Second, we analysed microscopically 2230 marks on three Neolithic spoons by applying the same measurement procedures as for the experimental marks. As in the experimental study, two types of marks appeared—pits (Fig 10A, 10C, 10D, 10F, 10G, 10I, 10J and 10L) and scores (Fig 10M and 10O). As we did not want to assume in advance which marks were made by human teeth, we decided to record all observable marks (greater than 100 microns) on spoon surfaces. Although this inevitably implies that at least some of the recorded marks were not human teeth marks, it would have been methodologically incorrect to record only marks that are consistent with the shape and metrics of marks derived in the experiment, as it would introduce strong confirmation bias in the analysis. If the marks were indeed made by children biting the spoon we should be able to show that most of the marks correspond metrically and morphologically to milk teeth marks and are different from marks usually found on bone tools that were certainly not used as spoons and were not subject to human biting.

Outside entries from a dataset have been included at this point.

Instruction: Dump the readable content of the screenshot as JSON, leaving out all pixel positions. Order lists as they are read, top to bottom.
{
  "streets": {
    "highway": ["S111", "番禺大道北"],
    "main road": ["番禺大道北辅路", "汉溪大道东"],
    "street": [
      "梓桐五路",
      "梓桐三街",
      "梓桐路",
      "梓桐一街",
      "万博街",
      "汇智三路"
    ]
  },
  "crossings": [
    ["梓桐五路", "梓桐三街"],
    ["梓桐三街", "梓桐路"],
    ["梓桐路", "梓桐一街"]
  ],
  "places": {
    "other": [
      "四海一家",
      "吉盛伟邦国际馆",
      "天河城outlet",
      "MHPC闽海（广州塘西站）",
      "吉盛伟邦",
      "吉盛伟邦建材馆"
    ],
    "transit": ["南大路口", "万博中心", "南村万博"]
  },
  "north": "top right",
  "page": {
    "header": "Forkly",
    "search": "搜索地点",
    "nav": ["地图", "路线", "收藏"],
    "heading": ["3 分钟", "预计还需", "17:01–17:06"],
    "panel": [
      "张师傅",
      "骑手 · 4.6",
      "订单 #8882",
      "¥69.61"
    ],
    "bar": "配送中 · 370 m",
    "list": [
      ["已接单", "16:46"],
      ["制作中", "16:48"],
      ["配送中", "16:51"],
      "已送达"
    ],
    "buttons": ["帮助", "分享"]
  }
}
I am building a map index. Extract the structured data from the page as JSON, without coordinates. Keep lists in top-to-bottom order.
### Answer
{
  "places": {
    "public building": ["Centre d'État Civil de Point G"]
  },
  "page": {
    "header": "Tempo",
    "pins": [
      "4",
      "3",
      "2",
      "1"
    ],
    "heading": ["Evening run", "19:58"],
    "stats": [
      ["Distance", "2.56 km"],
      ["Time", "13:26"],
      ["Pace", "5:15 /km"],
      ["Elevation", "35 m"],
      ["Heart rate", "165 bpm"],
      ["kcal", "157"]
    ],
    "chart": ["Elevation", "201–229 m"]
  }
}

On the three analysed spoons from the Neolithic site of Grad-Starčevo, we detected 438 scores and 1792 pits. The mean length, breadth, and L/B ratio values for the pits are 0.61, 0.32, and 1.947 mm, respectively. The mean breadth of scores is 0.264 mm. On the Spoon No 3548 (Fig 14A, 14B, 14E, 14F, 14I, 14J, 14K, 14M, 14N and 14O) (data in S2 Dataset), 143 scores and 741 pits, and on the Spoon No 6901 (Fig 15C, 15D, 15G, 15H, 15L and 15P) (data in S2 Dataset), 193 scores and 597 pits were detected. On the Spoon No 3549 (Fig 15A–15H) (data in S2 Dataset), 102 scores and 454 pits were detected.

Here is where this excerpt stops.